Mayor of Buffalo City
- In office 31 May 2011 – June 2015
- Preceded by: Position established
- Succeeded by: Alfred Mtsi

Personal details
- Born: New Brighton, Cape Province South Africa
- Party: African National Congress
- Other political affiliations: South African Communist Party

= Zukiswa Ncitha =

South African politician

Zukiswa Veronica Ncitha is a South African politician from the Eastern Cape. She was the inaugural Executive Mayor of Buffalo City Metropolitan Municipality between May 2011 and June 2015. After that she represented the African National Congress (ANC) in the National Council of Provinces from June 2015 to May 2024.

In June 2014, while serving as mayor, Ncitha was arrested in connection with the alleged misappropriation of public funds designated for former President Nelson Mandela's funeral. The ANC removed her from the mayoral office, transferring her to Parliament, a year later. Her trial on charges of fraud and corruption was ongoing as of 2024.

A former union activist in the Eastern Cape, Ncitha rose to prominence as a regional leader of the Congress of South African Trade Unions (Cosatu). She served on the Central Committee of the South African Communist Party (SACP) from 2007 until 2012.

== Early life and career ==
Ncitha was born in New Brighton in Port Elizabeth in the former Cape Province. She rose to political prominence through the trade union movement as a regional leader of the ANC-allied Cosatu. In 1990, she was elected as Cosatu's convenor on gender issues in the Border region, and in 1994 she was seconded to the Office of the Eastern Cape Premier to help establish the provincial government's Office on the Status of Women.

She was elected to the executive of the Women's National Coalition in 1999 and was a founding member of the Progressive Women's Movement in 2006. She also served one term as a member of the Central Committee of the SACP from 2007 to 2012.

== Mayor of Buffalo: 2011–2014 ==
Until 2011, Ncitha represented the ANC as a local councillor and council speaker in Amathole District Municipality. On 31 May 2011, following the 2011 local elections, she was elected as Executive Mayor of the newly established Buffalo City Metropolitan Municipality. She served in that office until June 2015.

In June 2014, Ncitha was arrested in connection with an investigation by the Hawks into the alleged misuse of public funds that had been designated for the funeral of former President Nelson Mandela, who died in December 2013. She and several other Buffalo City officials, including her deputy Themba Tinta, were charged with fraud and money laundering. In June 2015, while the charges against her were pending, the ANC removed Ncitha from her post as Buffalo Mayor; she was succeeded by Alfred Mtsi.
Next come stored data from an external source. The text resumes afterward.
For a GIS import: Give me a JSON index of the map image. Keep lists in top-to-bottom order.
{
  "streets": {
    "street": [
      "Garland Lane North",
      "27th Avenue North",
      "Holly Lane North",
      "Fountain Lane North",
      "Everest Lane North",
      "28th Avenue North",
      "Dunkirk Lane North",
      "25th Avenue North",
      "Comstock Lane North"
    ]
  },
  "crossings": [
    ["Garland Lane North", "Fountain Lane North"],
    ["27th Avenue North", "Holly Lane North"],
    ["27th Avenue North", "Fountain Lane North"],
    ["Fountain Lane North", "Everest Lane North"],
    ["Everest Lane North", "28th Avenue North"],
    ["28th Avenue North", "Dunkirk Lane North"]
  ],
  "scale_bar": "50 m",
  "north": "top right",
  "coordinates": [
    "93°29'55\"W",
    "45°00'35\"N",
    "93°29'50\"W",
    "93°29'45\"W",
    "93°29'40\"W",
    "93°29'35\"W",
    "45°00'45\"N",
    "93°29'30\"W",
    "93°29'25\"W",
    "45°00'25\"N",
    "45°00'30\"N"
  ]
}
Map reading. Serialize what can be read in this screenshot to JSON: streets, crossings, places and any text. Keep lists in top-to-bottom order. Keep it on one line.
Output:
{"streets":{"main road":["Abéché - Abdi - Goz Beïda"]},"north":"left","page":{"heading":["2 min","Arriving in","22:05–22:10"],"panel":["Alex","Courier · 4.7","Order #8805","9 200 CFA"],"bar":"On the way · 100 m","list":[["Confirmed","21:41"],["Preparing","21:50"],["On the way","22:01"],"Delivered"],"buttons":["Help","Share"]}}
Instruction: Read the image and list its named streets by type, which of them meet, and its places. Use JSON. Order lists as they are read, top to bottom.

== National Council of Provinces: 2015–2024 ==
Directly after removing Ncitha from the mayoral office, the ANC deployed her to a seat in the National Council of Provinces, where she was sworn in on 17 June to fill a casual vacancy. She was re-elected after the 2019 general election.

After the ANC codified its step-aside rule for public representatives facing criminal charges, Ncitha volunteered to step aside from her parliamentary seat, meaning that she would recuse herself from her party duties and would not represent the ANC in parliamentary proceedings. However, in June 2021, the Sowetan reported that Ncitha continued to chair committee meetings and participate in plenaries. She remained in her parliamentary seat until after the May 2024 general election.

== Fraud trial ==
After various delays in the proceedings, Ncitha's fraud trial was ongoing in 2024. She pled not guilty.